_RECORDS FOR PROCESSING:_
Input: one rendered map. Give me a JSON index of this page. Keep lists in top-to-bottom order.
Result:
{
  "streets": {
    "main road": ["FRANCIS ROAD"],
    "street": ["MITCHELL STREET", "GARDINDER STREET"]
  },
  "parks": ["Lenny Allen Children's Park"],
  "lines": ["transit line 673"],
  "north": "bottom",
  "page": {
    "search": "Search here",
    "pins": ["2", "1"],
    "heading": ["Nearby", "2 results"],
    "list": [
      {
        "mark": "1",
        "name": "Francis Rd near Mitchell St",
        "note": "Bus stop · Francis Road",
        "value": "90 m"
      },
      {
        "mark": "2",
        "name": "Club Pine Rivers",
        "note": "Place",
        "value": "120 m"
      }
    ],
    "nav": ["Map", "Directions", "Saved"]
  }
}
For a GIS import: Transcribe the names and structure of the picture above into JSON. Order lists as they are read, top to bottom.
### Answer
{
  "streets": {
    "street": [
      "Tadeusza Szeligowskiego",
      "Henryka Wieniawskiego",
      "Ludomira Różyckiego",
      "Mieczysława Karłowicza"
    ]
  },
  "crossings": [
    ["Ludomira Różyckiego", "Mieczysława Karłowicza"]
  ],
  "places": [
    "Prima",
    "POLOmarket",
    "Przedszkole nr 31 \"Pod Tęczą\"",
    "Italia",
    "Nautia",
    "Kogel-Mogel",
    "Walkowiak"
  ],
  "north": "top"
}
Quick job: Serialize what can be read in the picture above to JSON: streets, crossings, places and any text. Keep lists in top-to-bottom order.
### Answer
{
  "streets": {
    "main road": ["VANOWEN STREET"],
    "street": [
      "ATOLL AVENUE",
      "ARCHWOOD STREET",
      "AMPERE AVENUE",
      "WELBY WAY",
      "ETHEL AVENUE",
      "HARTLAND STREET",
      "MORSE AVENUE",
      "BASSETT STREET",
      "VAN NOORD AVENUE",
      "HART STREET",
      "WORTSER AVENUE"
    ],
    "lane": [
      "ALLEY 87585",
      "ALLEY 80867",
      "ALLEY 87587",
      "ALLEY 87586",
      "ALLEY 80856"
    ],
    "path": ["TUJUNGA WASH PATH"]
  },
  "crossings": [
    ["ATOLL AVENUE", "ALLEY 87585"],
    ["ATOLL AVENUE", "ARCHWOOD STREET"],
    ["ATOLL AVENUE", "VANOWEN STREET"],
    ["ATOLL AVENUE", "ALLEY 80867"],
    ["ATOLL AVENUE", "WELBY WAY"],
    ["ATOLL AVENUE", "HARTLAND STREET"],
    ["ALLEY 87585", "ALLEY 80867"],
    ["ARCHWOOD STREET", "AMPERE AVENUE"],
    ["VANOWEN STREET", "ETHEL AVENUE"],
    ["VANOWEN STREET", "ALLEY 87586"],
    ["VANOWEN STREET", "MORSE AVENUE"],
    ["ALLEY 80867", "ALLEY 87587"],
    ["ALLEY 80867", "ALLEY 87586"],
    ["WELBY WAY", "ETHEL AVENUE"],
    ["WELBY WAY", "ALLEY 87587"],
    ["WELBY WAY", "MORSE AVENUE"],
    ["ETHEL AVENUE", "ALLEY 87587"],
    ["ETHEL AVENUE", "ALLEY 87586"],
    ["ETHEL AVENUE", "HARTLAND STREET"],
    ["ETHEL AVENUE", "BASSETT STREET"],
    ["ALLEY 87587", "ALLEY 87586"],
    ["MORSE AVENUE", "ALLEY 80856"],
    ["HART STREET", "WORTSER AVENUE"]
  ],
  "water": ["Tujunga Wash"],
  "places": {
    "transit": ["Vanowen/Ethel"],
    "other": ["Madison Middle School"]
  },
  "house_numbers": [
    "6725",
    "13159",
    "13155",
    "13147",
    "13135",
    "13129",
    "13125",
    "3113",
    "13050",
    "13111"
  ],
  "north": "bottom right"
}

_TASK DETAILS:_ Word for word, repeat each line of the listing.

_ANSWER BOX:_
Input: one rendered map. Give me a JSON index of this page. Keep lists in top-to-bottom order.
Result:
{
  "streets": {
    "main road": ["FRANCIS ROAD"],
    "street": ["MITCHELL STREET", "GARDINDER STREET"]
  },
  "parks": ["Lenny Allen Children's Park"],
  "lines": ["transit line 673"],
  "north": "bottom",
  "page": {
    "search": "Search here",
    "pins": ["2", "1"],
    "heading": ["Nearby", "2 results"],
    "list": [
      {
        "mark": "1",
        "name": "Francis Rd near Mitchell St",
        "note": "Bus stop · Francis Road",
        "value": "90 m"
      },
      {
        "mark": "2",
        "name": "Club Pine Rivers",
        "note": "Place",
        "value": "120 m"
      }
    ],
    "nav": ["Map", "Directions", "Saved"]
  }
}
For a GIS import: Transcribe the names and structure of the picture above into JSON. Order lists as they are read, top to bottom.
### Answer
{
  "streets": {
    "street": [
      "Tadeusza Szeligowskiego",
      "Henryka Wieniawskiego",
      "Ludomira Różyckiego",
      "Mieczysława Karłowicza"
    ]
  },
  "crossings": [
    ["Ludomira Różyckiego", "Mieczysława Karłowicza"]
  ],
  "places": [
    "Prima",
    "POLOmarket",
    "Przedszkole nr 31 \"Pod Tęczą\"",
    "Italia",
    "Nautia",
    "Kogel-Mogel",
    "Walkowiak"
  ],
  "north": "top"
}
Quick job: Serialize what can be read in the picture above to JSON: streets, crossings, places and any text. Keep lists in top-to-bottom order.
### Answer
{
  "streets": {
    "main road": ["VANOWEN STREET"],
    "street": [
      "ATOLL AVENUE",
      "ARCHWOOD STREET",
      "AMPERE AVENUE",
      "WELBY WAY",
      "ETHEL AVENUE",
      "HARTLAND STREET",
      "MORSE AVENUE",
      "BASSETT STREET",
      "VAN NOORD AVENUE",
      "HART STREET",
      "WORTSER AVENUE"
    ],
    "lane": [
      "ALLEY 87585",
      "ALLEY 80867",
      "ALLEY 87587",
      "ALLEY 87586",
      "ALLEY 80856"
    ],
    "path": ["TUJUNGA WASH PATH"]
  },
  "crossings": [
    ["ATOLL AVENUE", "ALLEY 87585"],
    ["ATOLL AVENUE", "ARCHWOOD STREET"],
    ["ATOLL AVENUE", "VANOWEN STREET"],
    ["ATOLL AVENUE", "ALLEY 80867"],
    ["ATOLL AVENUE", "WELBY WAY"],
    ["ATOLL AVENUE", "HARTLAND STREET"],
    ["ALLEY 87585", "ALLEY 80867"],
    ["ARCHWOOD STREET", "AMPERE AVENUE"],
    ["VANOWEN STREET", "ETHEL AVENUE"],
    ["VANOWEN STREET", "ALLEY 87586"],
    ["VANOWEN STREET", "MORSE AVENUE"],
    ["ALLEY 80867", "ALLEY 87587"],
    ["ALLEY 80867", "ALLEY 87586"],
    ["WELBY WAY", "ETHEL AVENUE"],
    ["WELBY WAY", "ALLEY 87587"],
    ["WELBY WAY", "MORSE AVENUE"],
    ["ETHEL AVENUE", "ALLEY 87587"],
    ["ETHEL AVENUE", "ALLEY 87586"],
    ["ETHEL AVENUE", "HARTLAND STREET"],
    ["ETHEL AVENUE", "BASSETT STREET"],
    ["ALLEY 87587", "ALLEY 87586"],
    ["MORSE AVENUE", "ALLEY 80856"],
    ["HART STREET", "WORTSER AVENUE"]
  ],
  "water": ["Tujunga Wash"],
  "places": {
    "transit": ["Vanowen/Ethel"],
    "other": ["Madison Middle School"]
  },
  "house_numbers": [
    "6725",
    "13159",
    "13155",
    "13147",
    "13135",
    "13129",
    "13125",
    "3113",
    "13050",
    "13111"
  ],
  "north": "bottom right"
}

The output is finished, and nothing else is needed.